Les cours de natation jouent un rôle crucial dans la sécurité et le développement des enfants, mais leur importance est trop souvent confondue, dans les débats, avec celle des piscines en général. Il est essentiel de faire la distinction, car apprendre à nager et gérer une piscine ne sont pas la même chose. Aux Pays-Bas, trois grands acteurs assurent les cours de natation :
Les régies municipales des sports qui collaborent avec des associations locataires.
Les exploitants semi-commerciaux qui gèrent les piscines municipales.
Les écoles de natation commerciales, qui fonctionnent de manière totalement autonome, sans subventions ni aide financière.
Ces trois groupes ont chacun leurs propres défis, mais les écoles de natation commerciales font face à des obstacles bien particuliers. Les régies municipales des sports et les exploitants semi-commerciaux perçoivent souvent des subventions, des indemnités ou d'autres formes de soutien financier. Cela leur permet de maintenir des tarifs relativement stables, même lorsque les coûts augmentent. Les écoles commerciales, en revanche, doivent répercuter directement l'ensemble de leurs dépenses – hausses de loyer, augmentation des frais de personnel, éventuelles hausses d'impôts – sur les parents.
C'est là que réside le cœur du problème : alors que les autres acteurs peuvent absorber les coûts grâce aux subventions ou à des accords tarifaires adaptés, les écoles de natation commerciales dépendent entièrement de leurs propres recettes.
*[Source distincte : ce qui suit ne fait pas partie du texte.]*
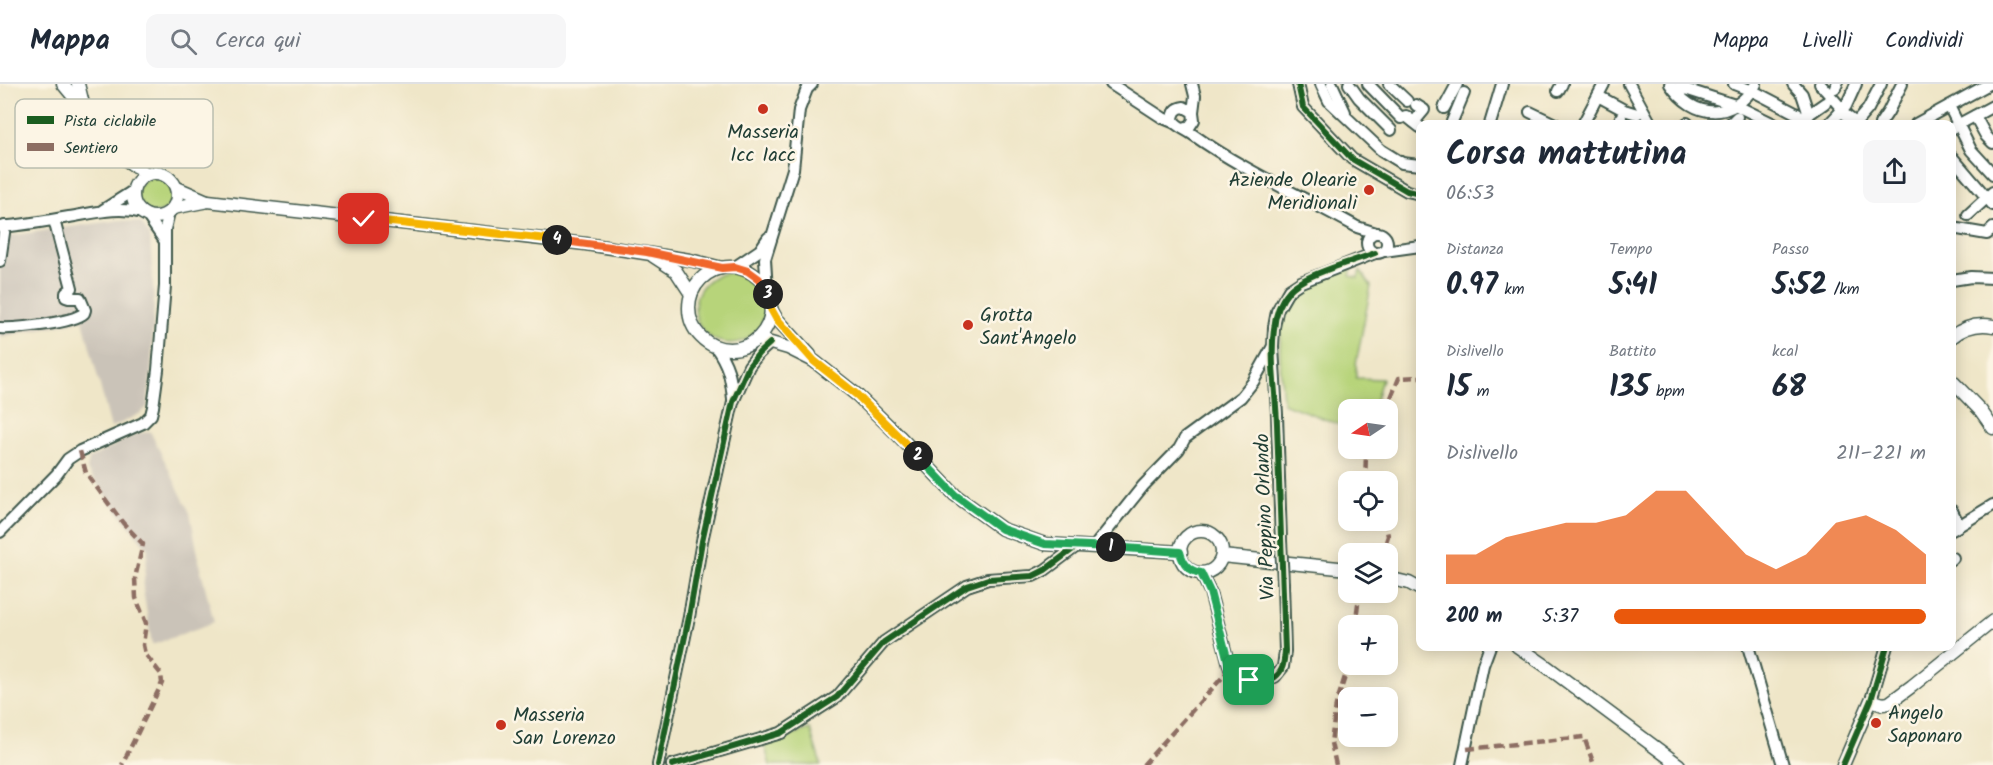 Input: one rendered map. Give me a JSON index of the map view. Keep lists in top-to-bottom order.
{
  "streets": {
    "street": ["Via Peppino Orlando"]
  },
  "places": [
    "Masseria Icc Iacc",
    "Aziende Olearie Meridionali",
    "Grotta Sant'Angelo",
    "Angelo Saponaro",
    "Masseria San Lorenzo"
  ],
  "legend": ["Pista ciclabile", "Sentiero"],
  "north": "left",
  "page": {
    "header": "Mappa",
    "search": "Cerca qui",
    "nav": ["Mappa", "Livelli", "Condividi"],
    "heading": ["Corsa mattutina", "06:53"],
    "stats": [
      ["Distanza", "0.97 km"],
      ["Tempo", "5:41"],
      ["Passo", "5:52 /km"],
      ["Dislivello", "15 m"],
      ["Battito", "135 bpm"],
      ["kcal", "68"]
    ],
    "pins": [
      "4",
      "3",
      "2",
      "1"
    ],
    "map_buttons": ["+", "−"],
    "chart": ["Dislivello", "211–221 m"],
    "list": [
      {
        "name": "200 m",
        "note": "5:37"
      }
    ]
  }
} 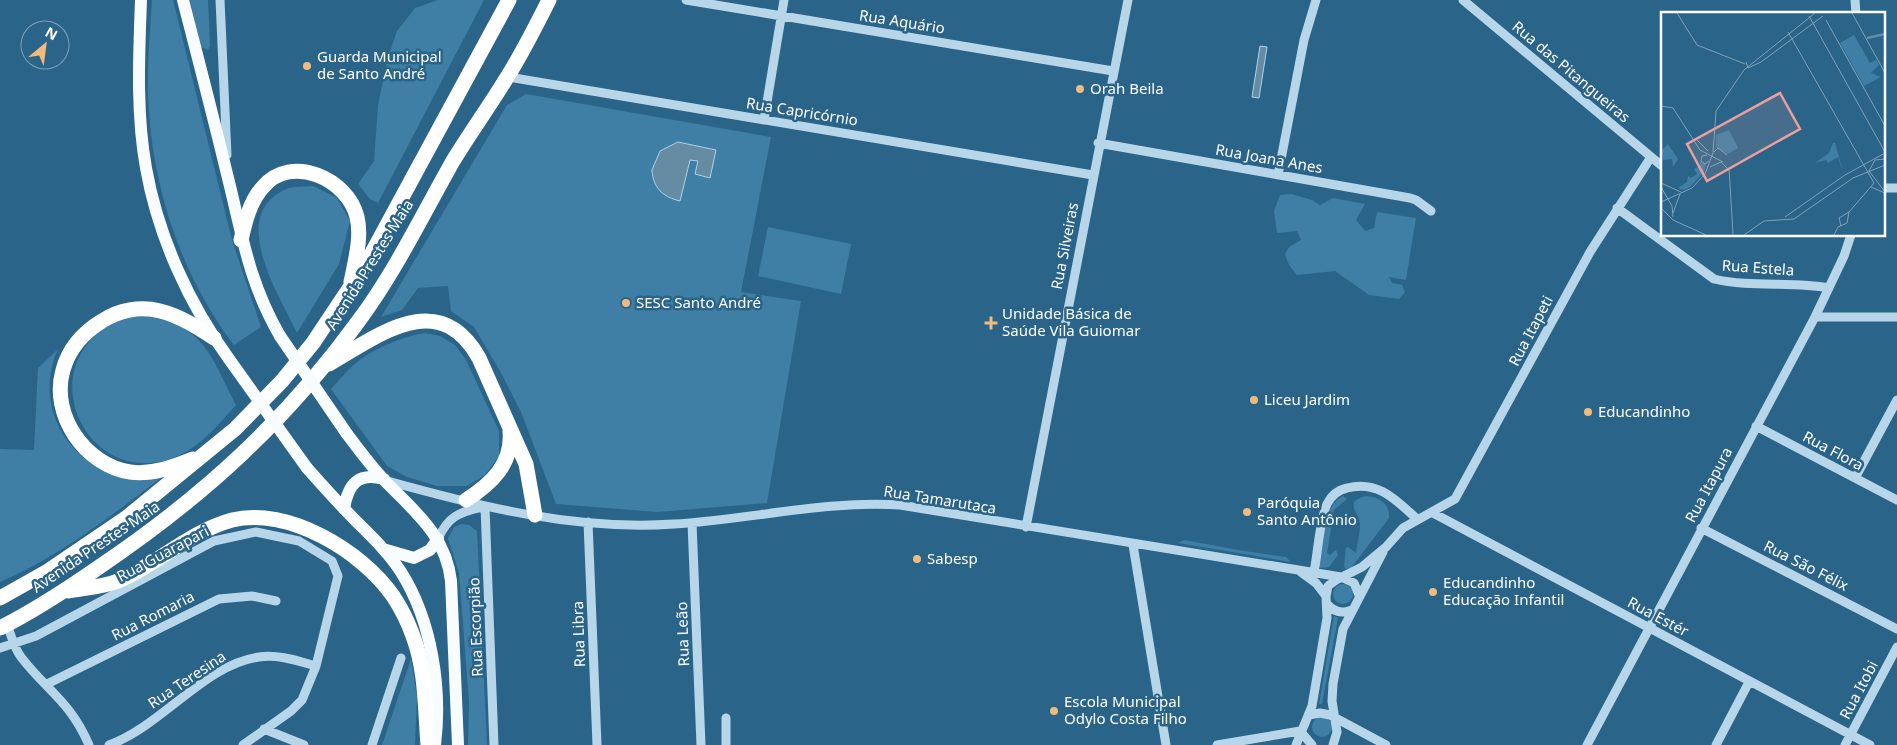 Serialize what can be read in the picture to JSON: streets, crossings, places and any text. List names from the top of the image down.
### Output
{
  "streets": {
    "highway": ["Avenida Prestes Maia"],
    "street": [
      "Rua Aquário",
      "Rua das Pitangueiras",
      "Rua Capricórnio",
      "Rua Joana Anes",
      "Rua Silveiras",
      "Rua Estela",
      "Rua Itapeti",
      "Rua Flora",
      "Rua Itapura",
      "Rua Tamarutaca",
      "Rua Guarapari",
      "Rua São Félix",
      "Rua Romaria",
      "Rua Estér",
      "Rua Escorpião",
      "Rua Libra",
      "Rua Leão",
      "Rua Teresina",
      "Rua Itobi"
    ]
  },
  "crossings": [
    ["Rua Aquário", "Rua Silveiras"],
    ["Rua das Pitangueiras", "Rua Itapeti"],
    ["Rua Capricórnio", "Rua Silveiras"],
    ["Rua Capricórnio", "Avenida Prestes Maia"],
    ["Rua Joana Anes", "Rua Silveiras"],
    ["Rua Silveiras", "Rua Tamarutaca"],
    ["Rua Estela", "Rua Itapeti"],
    ["Rua Estela", "Rua Itapura"],
    ["Rua Itapeti", "Rua Estér"],
    ["Rua Flora", "Rua Itapura"],
    ["Rua Itapura", "Rua São Félix"],
    ["Rua Itapura", "Rua Estér"],
    ["Rua Tamarutaca", "Rua Escorpião"],
    ["Rua Tamarutaca", "Rua Libra"],
    ["Rua Tamarutaca", "Rua Leão"],
    ["Rua Guarapari", "Rua Teresina"],
    ["Rua Estér", "Rua Itobi"]
  ],
  "places": {
    "other": [
      "Guarda Municipal de Santo André",
      "Orah Beila",
      "SESC Santo André",
      "Liceu Jardim",
      "Educandinho",
      "Paróquia Santo Antônio",
      "Sabesp",
      "Educandinho Educação Infantil",
      "Escola Municipal Odylo Costa Filho"
    ],
    "health": ["Unidade Básica de Saúde Vila Guiomar"]
  },
  "north": "top right"
} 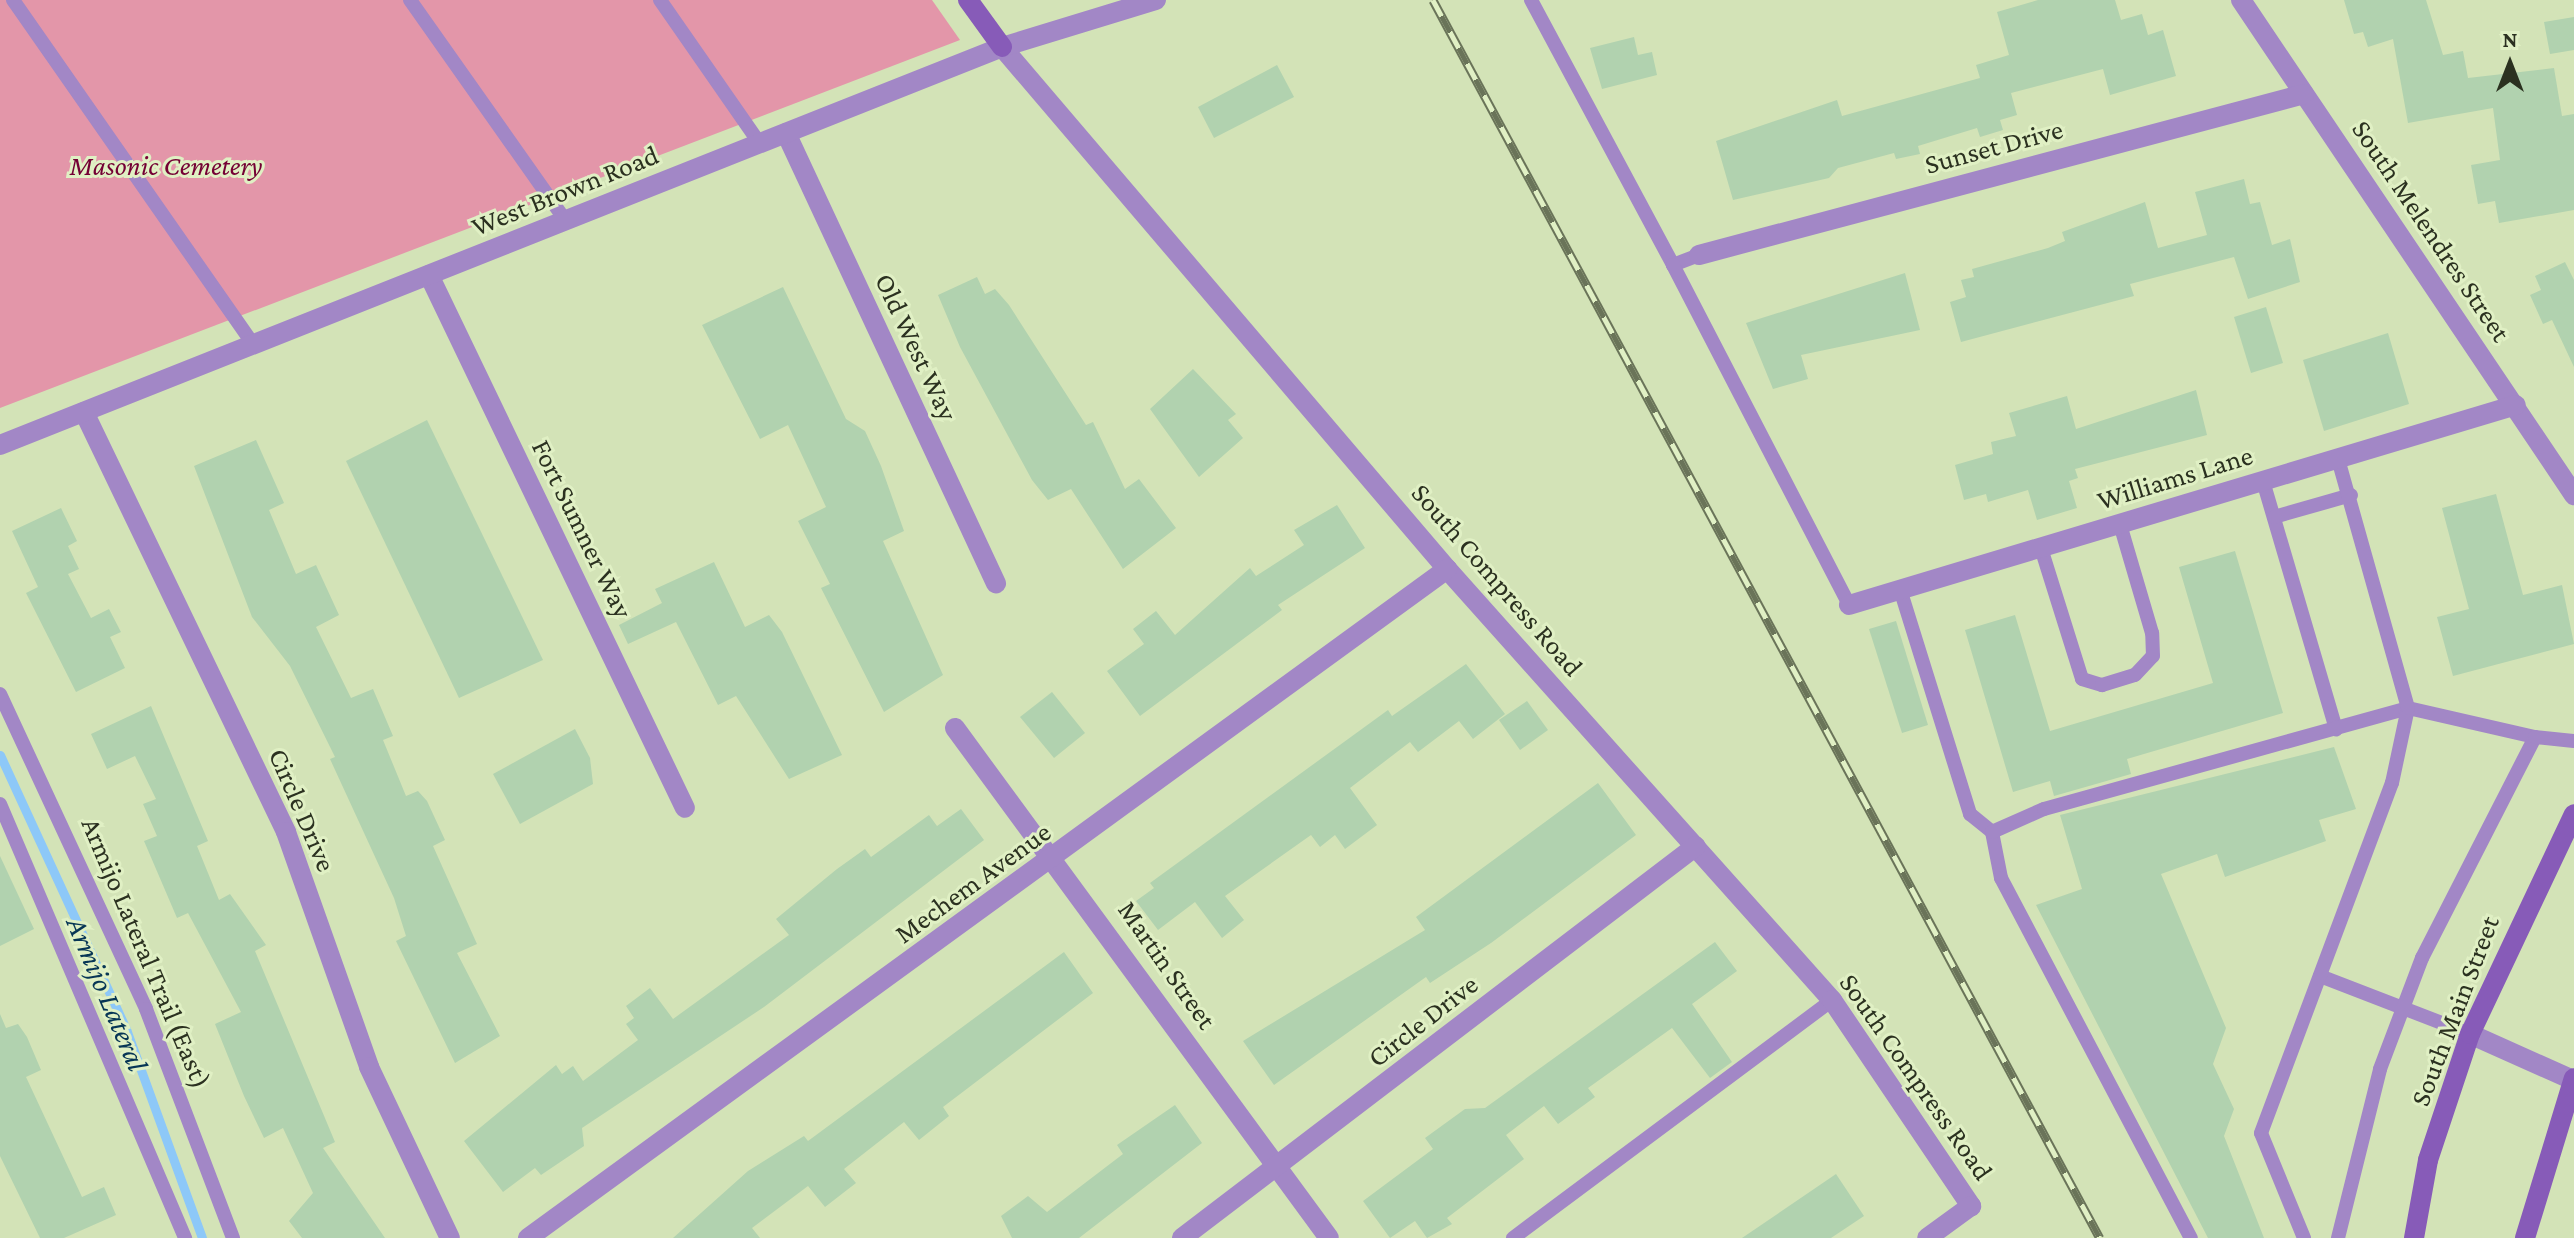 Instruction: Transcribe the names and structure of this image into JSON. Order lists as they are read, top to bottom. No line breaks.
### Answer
{"streets":{"main road":["South Compress Road","South Main Street"],"street":["Sunset Drive","West Brown Road","South Melendres Street","Old West Way","Williams Lane","Fort Sumner Way","Circle Drive","Mechem Avenue","Martin Street"],"lane":["Armijo Lateral Trail (East)"]},"crossings":[["Sunset Drive","South Melendres Street"],["West Brown Road","Old West Way"],["West Brown Road","Fort Sumner Way"],["West Brown Road","South Compress Road"],["West Brown Road","Circle Drive"],["South Melendres Street","Williams Lane"],["South Compress Road","Circle Drive"],["South Compress Road","Mechem Avenue"],["Circle Drive","Martin Street"],["Mechem Avenue","Martin Street"]],"water":["Armijo Lateral"],"parks":["Masonic Cemetery"],"north":"top"}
Il devient dès lors plus difficile pour elles de continuer à proposer des cours abordables, surtout dans un contexte de hausse générale des coûts.
La précarité de l'apprentissage de la nage et l'avenir
Dans le débat public, on évoque de plus en plus la « précarité de l'apprentissage de la nage » – cette situation où tous les enfants n'ont pas accès aux cours de natation en raison de barrières financières. On propose par ailleurs de considérer les cours de natation et les piscines comme un élément essentiel de l'infrastructure. L'idée semble prometteuse, mais à condition que nous examinions aussi honnêtement la manière dont ce statut essentiel se traduit dans la pratique.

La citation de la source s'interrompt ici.